Data extracts:

▽

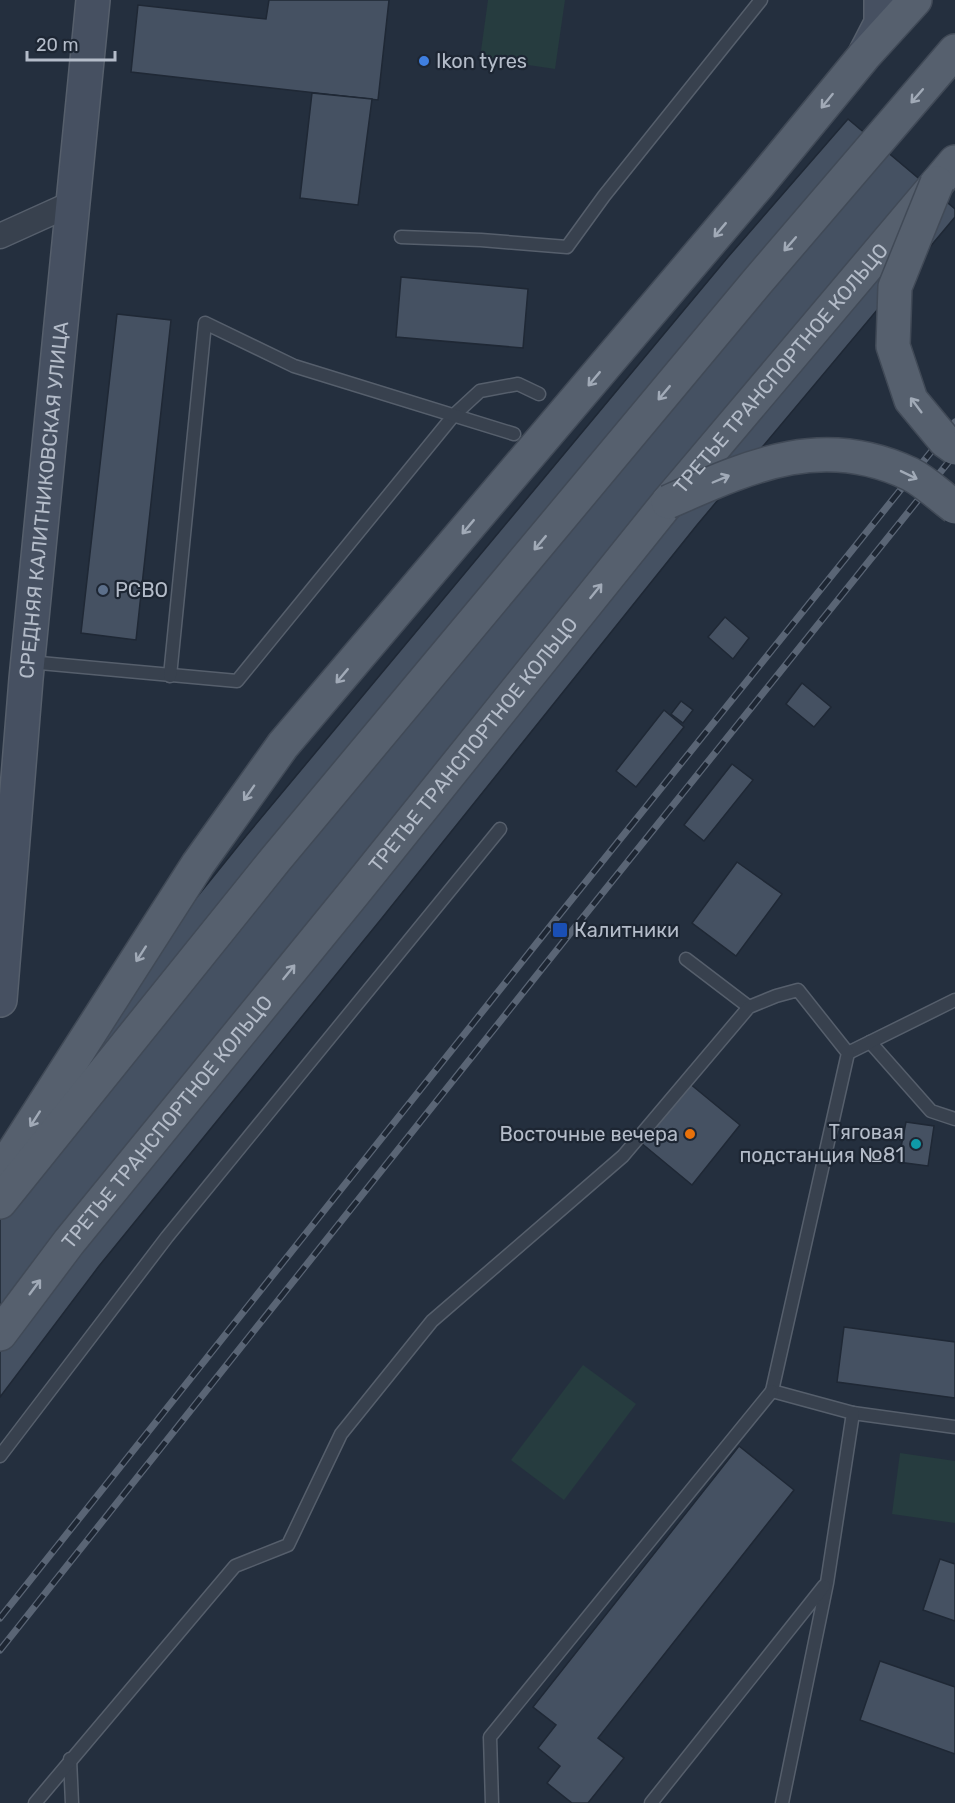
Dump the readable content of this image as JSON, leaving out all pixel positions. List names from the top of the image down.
{
  "streets": {
    "main road": ["ТРЕТЬЕ ТРАНСПОРТНОЕ КОЛЬЦО"],
    "street": ["СРЕДНЯЯ КАЛИТНИКОВСКАЯ УЛИЦА"]
  },
  "places": {
    "other": [
      "Ikon tyres",
      "РСВО",
      "Восточные вечера",
      "Тяговая подстанция №81"
    ],
    "transit": ["Калитники"]
  },
  "scale_bar": "20 m"
}
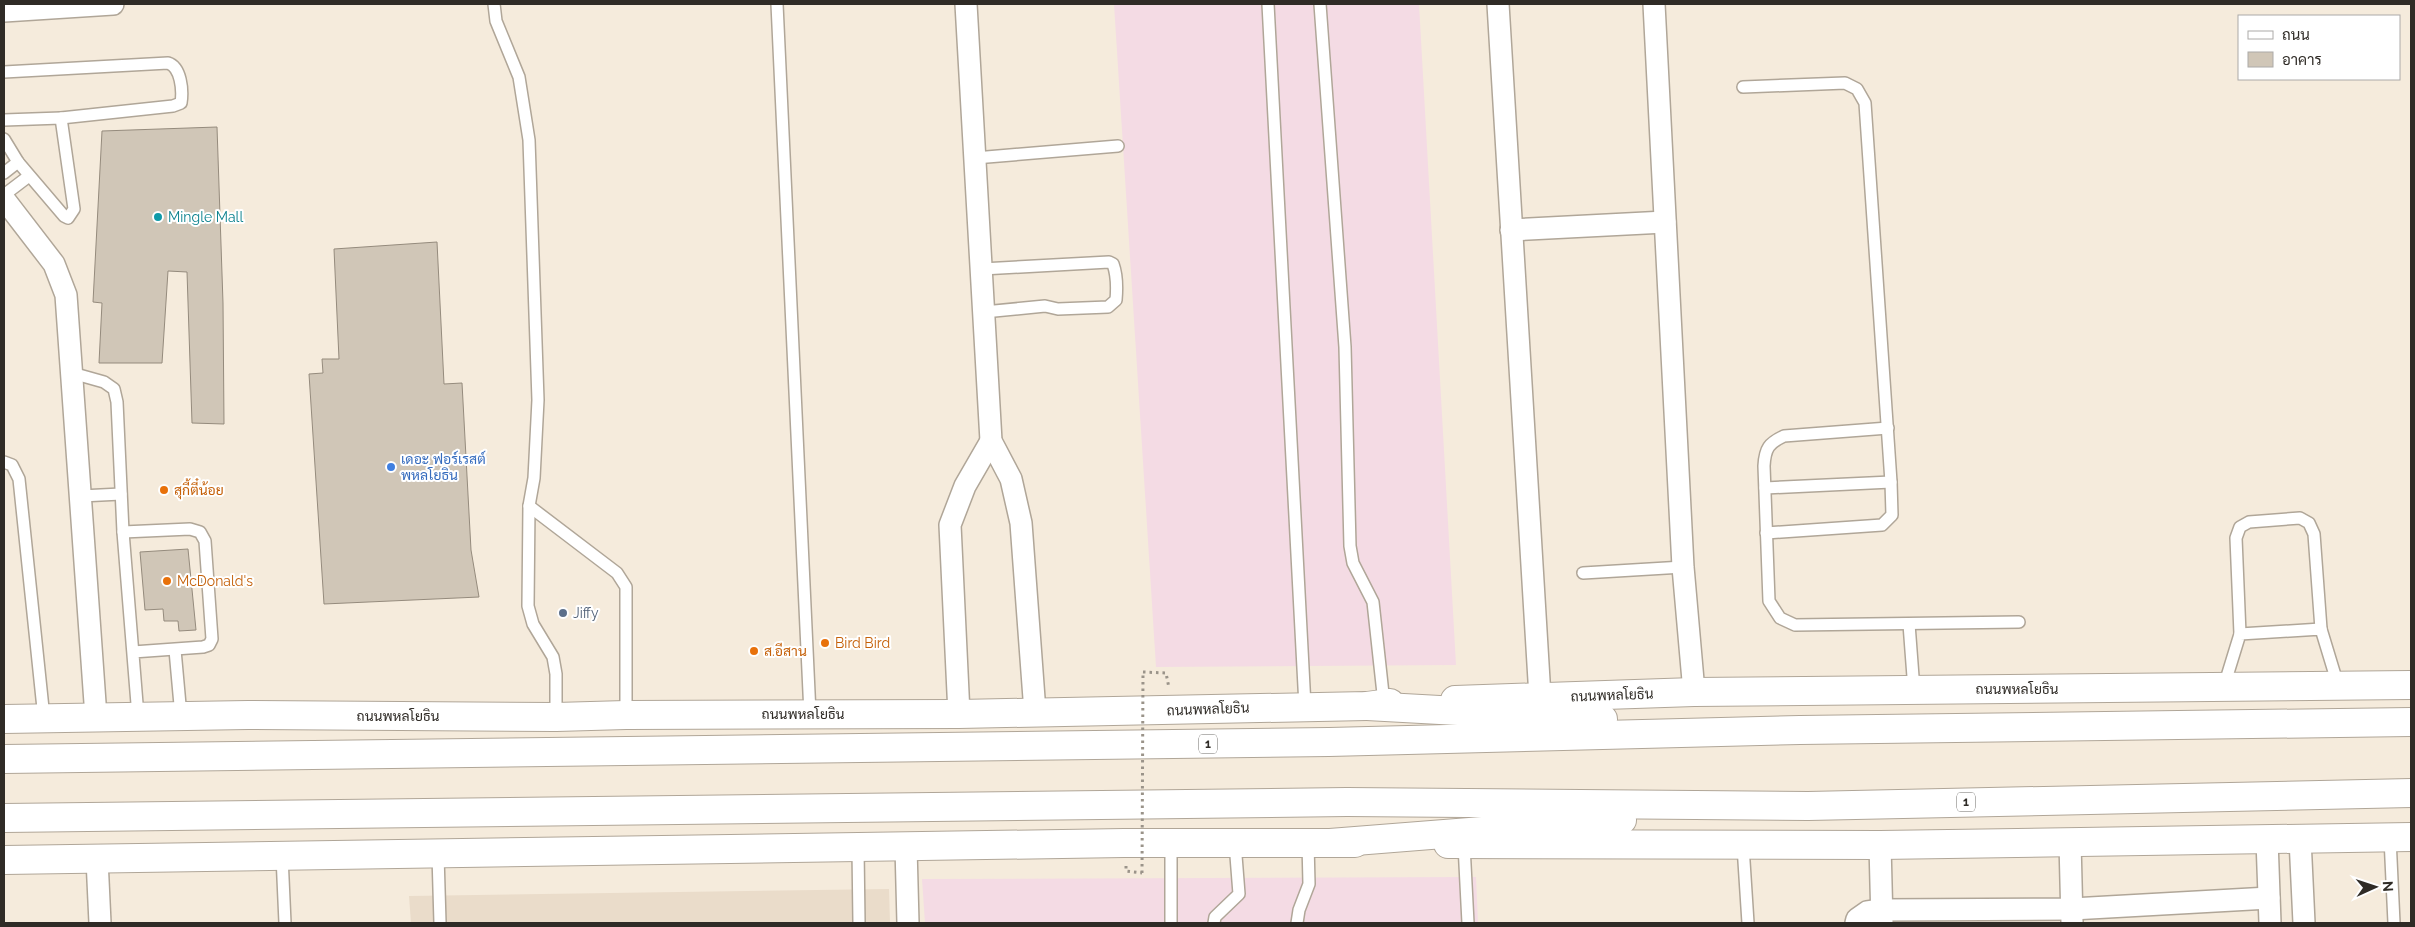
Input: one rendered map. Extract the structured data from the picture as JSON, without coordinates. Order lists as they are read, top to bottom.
{
  "streets": {
    "main road": ["ถนนพหลโยธิน", "1"]
  },
  "places": [
    "Mingle Mall",
    "เดอะ ฟอร์เรสต์ พหลโยธิน",
    "สุกี้ตี๋น้อย",
    "McDonald's",
    "Jiffy",
    "Bird Bird",
    "ส.อีสาน"
  ],
  "legend": ["ถนน", "อาคาร"],
  "north": "right"
}
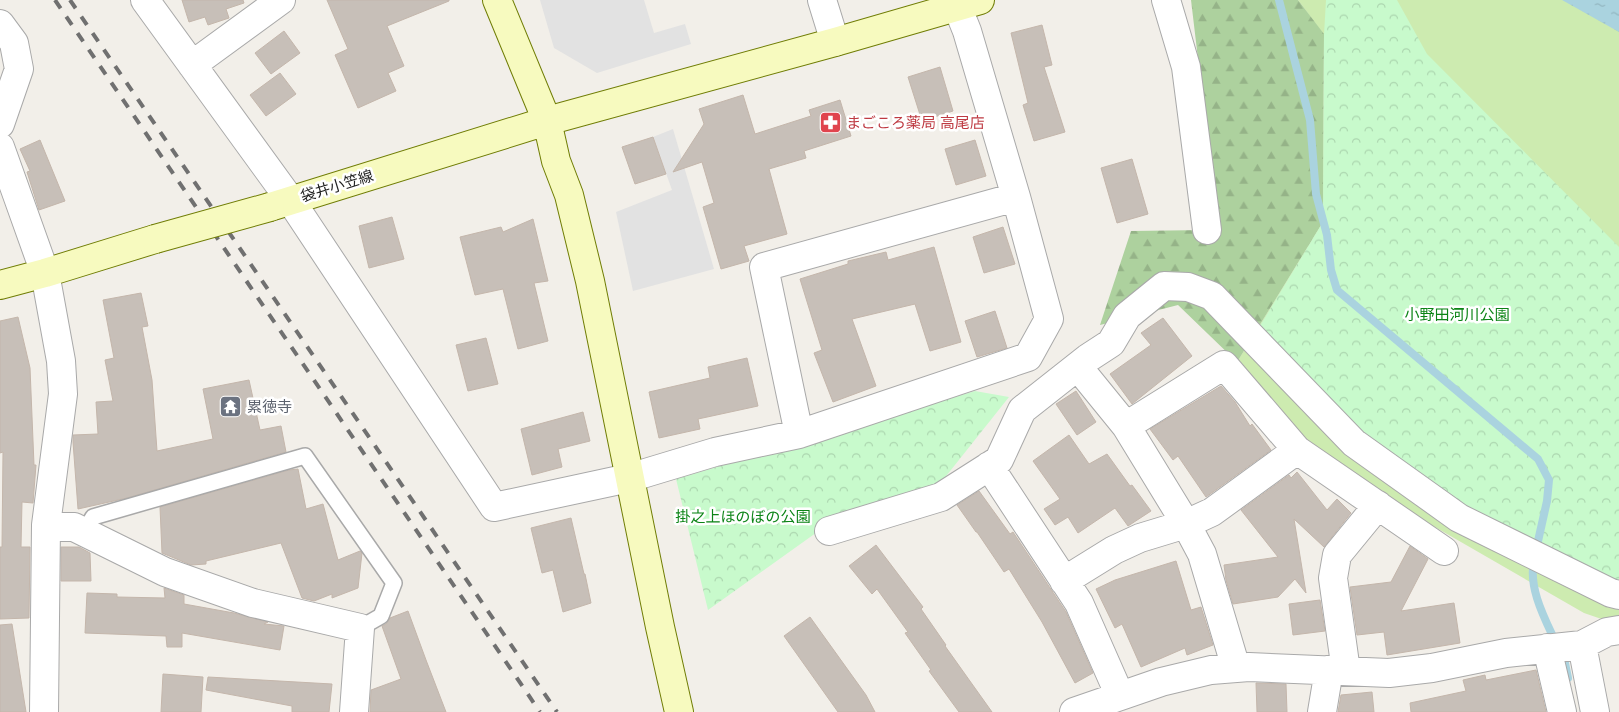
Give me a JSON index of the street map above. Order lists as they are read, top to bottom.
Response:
{
  "streets": {
    "street": ["袋井小笠線"]
  },
  "parks": ["小野田河川公園", "掛之上ほのぼの公園"],
  "places": {
    "pharmacy": ["まごころ薬局 高尾店"],
    "temple": ["累徳寺"]
  }
}
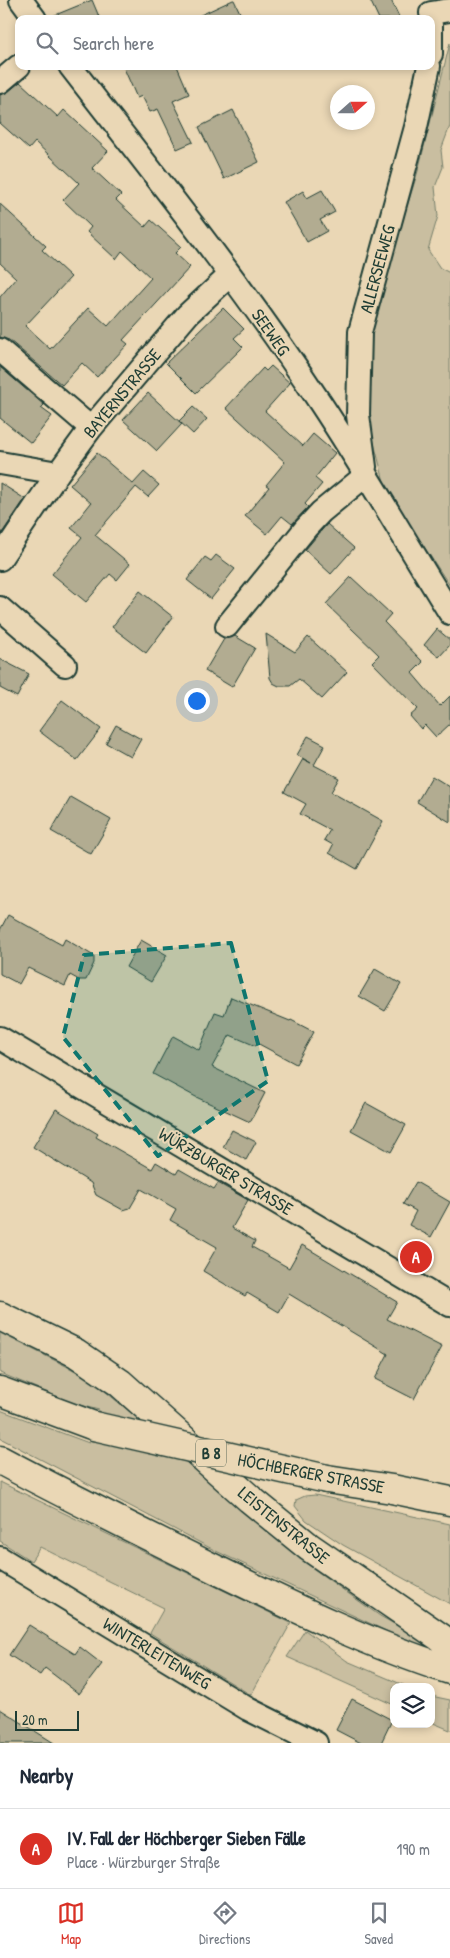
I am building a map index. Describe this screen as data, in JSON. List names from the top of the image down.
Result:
{
  "streets": {
    "main road": ["B 8", "HÖCHBERGER STRASSE", "LEISTENSTRASSE"],
    "street": [
      "ALLERSEEWEG",
      "SEEWEG",
      "BAYERNSTRASSE",
      "WÜRZBURGER STRASSE",
      "WINTERLEITENWEG"
    ]
  },
  "crossings": [
    ["ALLERSEEWEG", "SEEWEG"],
    ["SEEWEG", "BAYERNSTRASSE"]
  ],
  "scale_bar": "20 m",
  "north": "right",
  "page": {
    "search": "Search here",
    "pins": "A",
    "scale": "20 m",
    "heading": "Nearby",
    "list": [
      {
        "mark": "A",
        "name": "IV. Fall der Höchberger Sieben Fälle",
        "note": "Place · Würzburger Straße",
        "value": "190 m"
      }
    ],
    "nav": ["Map", "Directions", "Saved"]
  }
}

△

Problem to solve: Reproduce the full material exactly, excluding the pictures.

Response to the task:
Dump the readable content of this image as JSON, leaving out all pixel positions. List names from the top of the image down.
{
  "streets": {
    "main road": ["ТРЕТЬЕ ТРАНСПОРТНОЕ КОЛЬЦО"],
    "street": ["СРЕДНЯЯ КАЛИТНИКОВСКАЯ УЛИЦА"]
  },
  "places": {
    "other": [
      "Ikon tyres",
      "РСВО",
      "Восточные вечера",
      "Тяговая подстанция №81"
    ],
    "transit": ["Калитники"]
  },
  "scale_bar": "20 m"
}
Input: one rendered map. Extract the structured data from the picture as JSON, without coordinates. Order lists as they are read, top to bottom.
{
  "streets": {
    "main road": ["ถนนพหลโยธิน", "1"]
  },
  "places": [
    "Mingle Mall",
    "เดอะ ฟอร์เรสต์ พหลโยธิน",
    "สุกี้ตี๋น้อย",
    "McDonald's",
    "Jiffy",
    "Bird Bird",
    "ส.อีสาน"
  ],
  "legend": ["ถนน", "อาคาร"],
  "north": "right"
}
Give me a JSON index of the street map above. Order lists as they are read, top to bottom.
Response:
{
  "streets": {
    "street": ["袋井小笠線"]
  },
  "parks": ["小野田河川公園", "掛之上ほのぼの公園"],
  "places": {
    "pharmacy": ["まごころ薬局 高尾店"],
    "temple": ["累徳寺"]
  }
}
I am building a map index. Describe this screen as data, in JSON. List names from the top of the image down.
Result:
{
  "streets": {
    "main road": ["B 8", "HÖCHBERGER STRASSE", "LEISTENSTRASSE"],
    "street": [
      "ALLERSEEWEG",
      "SEEWEG",
      "BAYERNSTRASSE",
      "WÜRZBURGER STRASSE",
      "WINTERLEITENWEG"
    ]
  },
  "crossings": [
    ["ALLERSEEWEG", "SEEWEG"],
    ["SEEWEG", "BAYERNSTRASSE"]
  ],
  "scale_bar": "20 m",
  "north": "right",
  "page": {
    "search": "Search here",
    "pins": "A",
    "scale": "20 m",
    "heading": "Nearby",
    "list": [
      {
        "mark": "A",
        "name": "IV. Fall der Höchberger Sieben Fälle",
        "note": "Place · Würzburger Straße",
        "value": "190 m"
      }
    ],
    "nav": ["Map", "Directions", "Saved"]
  }
}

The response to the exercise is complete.